The `scriptorium` command is a low-level dispatcher that sends a named command to any node and prints the ACK. Higher-level commands use it internally and also poll the inbox for the reply.

pilotctl scriptorium <command> <body> [--node <address>]

`scriptorium` only waits for the transport ACK. To receive the reply, the inbox must be polled separately.

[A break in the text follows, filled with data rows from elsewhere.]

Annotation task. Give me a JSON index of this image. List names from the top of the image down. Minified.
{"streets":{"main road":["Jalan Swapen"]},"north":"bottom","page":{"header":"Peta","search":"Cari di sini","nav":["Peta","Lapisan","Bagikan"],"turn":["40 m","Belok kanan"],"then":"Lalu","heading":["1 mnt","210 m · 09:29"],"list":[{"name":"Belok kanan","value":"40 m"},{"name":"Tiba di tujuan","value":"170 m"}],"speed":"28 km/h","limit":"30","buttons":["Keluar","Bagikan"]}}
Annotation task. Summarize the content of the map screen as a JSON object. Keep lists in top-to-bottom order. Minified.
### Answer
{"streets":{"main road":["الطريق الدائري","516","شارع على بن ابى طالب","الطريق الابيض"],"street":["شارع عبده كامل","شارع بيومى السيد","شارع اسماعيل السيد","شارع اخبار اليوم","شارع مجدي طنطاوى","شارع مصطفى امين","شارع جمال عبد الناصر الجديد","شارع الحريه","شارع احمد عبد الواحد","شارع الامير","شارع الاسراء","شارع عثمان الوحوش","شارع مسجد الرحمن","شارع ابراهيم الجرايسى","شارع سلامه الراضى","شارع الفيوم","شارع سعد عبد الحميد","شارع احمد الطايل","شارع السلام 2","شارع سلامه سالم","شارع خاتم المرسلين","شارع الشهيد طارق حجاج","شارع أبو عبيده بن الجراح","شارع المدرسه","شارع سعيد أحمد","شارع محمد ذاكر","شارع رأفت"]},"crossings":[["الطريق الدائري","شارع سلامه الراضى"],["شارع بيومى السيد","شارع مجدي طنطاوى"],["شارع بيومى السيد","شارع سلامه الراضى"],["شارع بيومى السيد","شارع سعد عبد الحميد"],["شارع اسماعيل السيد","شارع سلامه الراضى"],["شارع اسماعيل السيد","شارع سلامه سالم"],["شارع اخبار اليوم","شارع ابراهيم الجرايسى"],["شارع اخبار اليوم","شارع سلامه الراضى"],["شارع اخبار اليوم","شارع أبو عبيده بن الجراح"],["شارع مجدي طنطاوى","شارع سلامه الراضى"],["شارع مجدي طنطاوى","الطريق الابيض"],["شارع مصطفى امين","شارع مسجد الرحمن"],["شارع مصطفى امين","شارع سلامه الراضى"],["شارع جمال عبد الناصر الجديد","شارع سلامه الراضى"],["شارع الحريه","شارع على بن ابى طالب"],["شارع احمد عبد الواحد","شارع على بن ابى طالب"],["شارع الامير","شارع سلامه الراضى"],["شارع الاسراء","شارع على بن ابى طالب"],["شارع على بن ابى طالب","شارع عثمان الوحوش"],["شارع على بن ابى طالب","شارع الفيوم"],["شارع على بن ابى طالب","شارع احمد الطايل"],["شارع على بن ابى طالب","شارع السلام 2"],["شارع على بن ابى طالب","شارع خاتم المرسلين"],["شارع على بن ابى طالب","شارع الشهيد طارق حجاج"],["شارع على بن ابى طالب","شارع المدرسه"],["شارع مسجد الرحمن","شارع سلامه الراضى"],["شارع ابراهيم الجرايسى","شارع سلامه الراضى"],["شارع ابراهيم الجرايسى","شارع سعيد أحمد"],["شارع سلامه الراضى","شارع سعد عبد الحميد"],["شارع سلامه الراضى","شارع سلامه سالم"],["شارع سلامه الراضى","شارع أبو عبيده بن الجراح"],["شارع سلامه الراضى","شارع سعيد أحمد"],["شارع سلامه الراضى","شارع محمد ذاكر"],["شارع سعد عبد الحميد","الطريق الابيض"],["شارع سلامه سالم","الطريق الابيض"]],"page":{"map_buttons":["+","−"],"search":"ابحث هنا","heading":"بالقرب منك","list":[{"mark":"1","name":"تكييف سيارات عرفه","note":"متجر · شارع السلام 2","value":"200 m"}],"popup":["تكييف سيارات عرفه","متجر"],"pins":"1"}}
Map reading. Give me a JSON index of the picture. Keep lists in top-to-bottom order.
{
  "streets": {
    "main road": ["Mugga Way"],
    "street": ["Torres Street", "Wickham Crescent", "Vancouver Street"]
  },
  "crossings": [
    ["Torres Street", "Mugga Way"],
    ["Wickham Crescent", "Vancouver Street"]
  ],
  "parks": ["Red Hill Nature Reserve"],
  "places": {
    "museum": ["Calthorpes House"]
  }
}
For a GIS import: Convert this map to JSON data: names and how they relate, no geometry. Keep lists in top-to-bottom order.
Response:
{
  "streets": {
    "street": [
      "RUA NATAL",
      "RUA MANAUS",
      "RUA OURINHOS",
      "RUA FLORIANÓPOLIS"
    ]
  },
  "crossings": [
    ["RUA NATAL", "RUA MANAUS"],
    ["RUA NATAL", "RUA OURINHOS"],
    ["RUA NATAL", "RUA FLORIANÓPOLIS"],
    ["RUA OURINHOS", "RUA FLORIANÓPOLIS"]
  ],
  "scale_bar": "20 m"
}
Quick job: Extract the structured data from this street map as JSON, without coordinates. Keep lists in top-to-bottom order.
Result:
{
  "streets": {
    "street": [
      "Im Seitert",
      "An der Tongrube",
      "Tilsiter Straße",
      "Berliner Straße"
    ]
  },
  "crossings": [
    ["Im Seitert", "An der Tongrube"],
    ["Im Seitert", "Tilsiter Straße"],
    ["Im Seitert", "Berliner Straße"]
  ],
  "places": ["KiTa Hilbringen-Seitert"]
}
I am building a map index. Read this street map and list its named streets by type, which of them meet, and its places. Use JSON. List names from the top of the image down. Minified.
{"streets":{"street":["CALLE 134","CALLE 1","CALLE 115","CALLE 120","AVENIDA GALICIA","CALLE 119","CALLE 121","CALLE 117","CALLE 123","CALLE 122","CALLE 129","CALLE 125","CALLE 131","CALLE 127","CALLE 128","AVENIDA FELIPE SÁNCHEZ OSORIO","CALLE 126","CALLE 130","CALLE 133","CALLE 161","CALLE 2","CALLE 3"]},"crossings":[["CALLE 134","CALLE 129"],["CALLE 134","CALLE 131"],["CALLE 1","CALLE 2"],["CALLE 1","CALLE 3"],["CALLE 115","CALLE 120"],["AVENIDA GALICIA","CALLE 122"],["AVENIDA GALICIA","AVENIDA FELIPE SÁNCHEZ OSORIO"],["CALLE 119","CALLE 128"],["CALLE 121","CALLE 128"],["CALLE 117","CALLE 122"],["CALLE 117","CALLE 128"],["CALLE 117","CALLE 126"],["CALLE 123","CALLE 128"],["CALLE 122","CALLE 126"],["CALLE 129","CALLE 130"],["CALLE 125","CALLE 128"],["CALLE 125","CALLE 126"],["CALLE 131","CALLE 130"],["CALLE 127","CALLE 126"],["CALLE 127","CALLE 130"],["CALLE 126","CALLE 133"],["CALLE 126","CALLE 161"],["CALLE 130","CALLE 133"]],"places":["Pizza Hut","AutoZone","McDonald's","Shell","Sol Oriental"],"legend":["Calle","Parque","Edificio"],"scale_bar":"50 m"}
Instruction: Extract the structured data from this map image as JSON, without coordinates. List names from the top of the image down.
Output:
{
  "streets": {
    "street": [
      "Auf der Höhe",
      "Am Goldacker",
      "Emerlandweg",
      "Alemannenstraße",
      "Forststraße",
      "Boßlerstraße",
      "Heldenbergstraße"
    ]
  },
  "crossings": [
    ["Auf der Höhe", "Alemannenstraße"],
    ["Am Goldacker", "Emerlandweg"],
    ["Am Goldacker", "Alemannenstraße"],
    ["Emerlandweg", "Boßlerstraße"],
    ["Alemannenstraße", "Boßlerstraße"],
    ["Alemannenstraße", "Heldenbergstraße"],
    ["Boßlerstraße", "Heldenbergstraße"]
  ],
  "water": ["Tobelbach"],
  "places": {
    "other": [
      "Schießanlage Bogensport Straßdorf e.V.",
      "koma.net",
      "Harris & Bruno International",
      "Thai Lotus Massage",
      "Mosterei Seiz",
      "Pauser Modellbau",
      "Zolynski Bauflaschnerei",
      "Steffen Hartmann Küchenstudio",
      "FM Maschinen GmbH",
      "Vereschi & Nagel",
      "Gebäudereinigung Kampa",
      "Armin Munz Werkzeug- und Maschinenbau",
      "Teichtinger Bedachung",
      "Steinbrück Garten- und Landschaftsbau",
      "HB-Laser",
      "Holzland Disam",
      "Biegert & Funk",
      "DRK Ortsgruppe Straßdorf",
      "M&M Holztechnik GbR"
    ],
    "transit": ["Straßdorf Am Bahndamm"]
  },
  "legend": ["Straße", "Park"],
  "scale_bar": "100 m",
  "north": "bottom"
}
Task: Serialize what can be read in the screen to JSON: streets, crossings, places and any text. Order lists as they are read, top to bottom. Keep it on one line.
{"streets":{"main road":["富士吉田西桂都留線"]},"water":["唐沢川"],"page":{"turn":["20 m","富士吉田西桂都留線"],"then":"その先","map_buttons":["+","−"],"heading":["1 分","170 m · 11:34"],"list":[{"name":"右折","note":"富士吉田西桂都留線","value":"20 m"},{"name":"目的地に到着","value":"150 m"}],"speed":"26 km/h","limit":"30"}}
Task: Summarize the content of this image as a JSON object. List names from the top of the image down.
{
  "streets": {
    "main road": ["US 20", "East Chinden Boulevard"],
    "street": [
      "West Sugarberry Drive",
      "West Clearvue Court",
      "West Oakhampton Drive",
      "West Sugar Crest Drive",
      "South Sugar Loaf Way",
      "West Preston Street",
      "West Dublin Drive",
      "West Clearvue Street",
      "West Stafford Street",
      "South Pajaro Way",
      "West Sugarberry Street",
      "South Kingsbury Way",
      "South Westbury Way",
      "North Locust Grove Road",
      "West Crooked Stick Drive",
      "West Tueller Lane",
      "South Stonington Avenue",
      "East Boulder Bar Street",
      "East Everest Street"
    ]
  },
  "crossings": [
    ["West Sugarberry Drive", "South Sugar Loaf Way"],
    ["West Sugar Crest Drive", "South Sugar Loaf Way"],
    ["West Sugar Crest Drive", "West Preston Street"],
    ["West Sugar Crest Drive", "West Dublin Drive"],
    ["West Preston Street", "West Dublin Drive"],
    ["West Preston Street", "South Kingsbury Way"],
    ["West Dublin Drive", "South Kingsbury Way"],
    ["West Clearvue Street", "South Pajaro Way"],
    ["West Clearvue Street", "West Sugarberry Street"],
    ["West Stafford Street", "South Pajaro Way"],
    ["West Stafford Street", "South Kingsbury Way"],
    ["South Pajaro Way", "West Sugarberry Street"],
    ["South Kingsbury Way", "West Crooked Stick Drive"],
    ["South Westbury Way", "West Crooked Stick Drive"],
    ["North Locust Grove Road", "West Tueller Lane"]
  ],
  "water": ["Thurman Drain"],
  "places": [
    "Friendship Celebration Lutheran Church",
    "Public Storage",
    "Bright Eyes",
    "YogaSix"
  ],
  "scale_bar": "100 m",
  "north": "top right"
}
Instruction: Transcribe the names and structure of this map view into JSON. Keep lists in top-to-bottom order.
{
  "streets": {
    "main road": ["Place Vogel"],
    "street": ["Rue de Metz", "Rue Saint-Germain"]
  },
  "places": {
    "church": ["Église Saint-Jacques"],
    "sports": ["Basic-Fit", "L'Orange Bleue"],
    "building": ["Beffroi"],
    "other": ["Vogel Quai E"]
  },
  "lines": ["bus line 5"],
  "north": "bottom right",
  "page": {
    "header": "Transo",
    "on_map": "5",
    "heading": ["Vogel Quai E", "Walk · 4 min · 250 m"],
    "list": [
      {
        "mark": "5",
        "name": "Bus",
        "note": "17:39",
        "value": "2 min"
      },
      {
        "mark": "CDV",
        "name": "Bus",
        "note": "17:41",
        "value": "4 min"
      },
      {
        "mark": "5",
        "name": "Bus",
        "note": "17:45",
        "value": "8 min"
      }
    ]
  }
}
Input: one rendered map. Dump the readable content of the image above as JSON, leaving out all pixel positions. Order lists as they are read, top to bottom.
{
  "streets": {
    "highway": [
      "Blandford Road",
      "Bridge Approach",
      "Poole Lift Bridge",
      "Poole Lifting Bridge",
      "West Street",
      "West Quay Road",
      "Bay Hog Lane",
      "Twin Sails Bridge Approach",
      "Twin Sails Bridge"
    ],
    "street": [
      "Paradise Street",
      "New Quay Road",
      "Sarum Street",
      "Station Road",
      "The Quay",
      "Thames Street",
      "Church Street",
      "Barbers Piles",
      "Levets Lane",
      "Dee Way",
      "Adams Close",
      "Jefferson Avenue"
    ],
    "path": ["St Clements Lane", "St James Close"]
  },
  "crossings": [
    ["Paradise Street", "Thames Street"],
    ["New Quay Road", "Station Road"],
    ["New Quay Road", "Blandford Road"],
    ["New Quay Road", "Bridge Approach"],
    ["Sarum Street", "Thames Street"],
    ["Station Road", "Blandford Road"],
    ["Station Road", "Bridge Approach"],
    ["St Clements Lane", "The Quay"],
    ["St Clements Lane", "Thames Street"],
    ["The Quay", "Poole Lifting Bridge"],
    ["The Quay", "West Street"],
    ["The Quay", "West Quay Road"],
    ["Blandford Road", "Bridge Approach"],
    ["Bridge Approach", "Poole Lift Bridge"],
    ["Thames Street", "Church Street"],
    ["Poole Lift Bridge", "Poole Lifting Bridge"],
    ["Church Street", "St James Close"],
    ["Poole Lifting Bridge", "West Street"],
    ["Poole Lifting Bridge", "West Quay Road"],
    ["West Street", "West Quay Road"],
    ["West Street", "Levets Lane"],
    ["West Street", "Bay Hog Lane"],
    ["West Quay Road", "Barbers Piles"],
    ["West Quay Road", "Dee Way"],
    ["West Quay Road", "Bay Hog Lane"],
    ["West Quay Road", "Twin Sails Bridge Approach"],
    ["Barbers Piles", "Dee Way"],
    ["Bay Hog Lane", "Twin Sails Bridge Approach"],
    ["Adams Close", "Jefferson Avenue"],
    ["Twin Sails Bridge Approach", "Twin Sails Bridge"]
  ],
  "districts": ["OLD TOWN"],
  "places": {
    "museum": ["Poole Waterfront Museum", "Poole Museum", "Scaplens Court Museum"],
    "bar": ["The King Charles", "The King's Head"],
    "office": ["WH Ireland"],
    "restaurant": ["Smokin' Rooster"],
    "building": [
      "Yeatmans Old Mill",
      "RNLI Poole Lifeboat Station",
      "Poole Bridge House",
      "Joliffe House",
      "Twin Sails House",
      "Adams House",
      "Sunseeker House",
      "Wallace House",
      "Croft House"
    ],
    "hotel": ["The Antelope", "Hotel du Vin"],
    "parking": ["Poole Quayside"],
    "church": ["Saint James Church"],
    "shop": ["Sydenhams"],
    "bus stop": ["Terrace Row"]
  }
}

# Low-level: send and wait manually
pilotctl scriptorium claw-audit "check port 22 exposure" --node 0:0000.0000.39A2
pilotctl inbox  # check for reply

Building your own agent

The `service-agents/` directory in the Pilot Protocol repository contains a scaffold and examples.

1. Scaffold a new agent

cp -r service-agents/template my-agent
cd my-agent

The template includes:

2. Edit the system prompt and tools

# agent/prompts.py
SYSTEM_PROMPT = """
You are MyAgent, a specialized assistant that...
"""

3. Register the endpoint

Add an entry to `~/.pilot/endpoints.yaml` on the node where the agent runs:

commands:
  - name: my-agent
    link: http://localhost:8400/chat

4. Start the agent and responder

./start.sh &
responder &

5. Call it from any trusted node

pilotctl send-message my-agent --data "Hello from another node"

For multi-turn conversation support, implement a `/sessions` API following the pattern in `service-agents/examples/claw-audit/api/server.py`.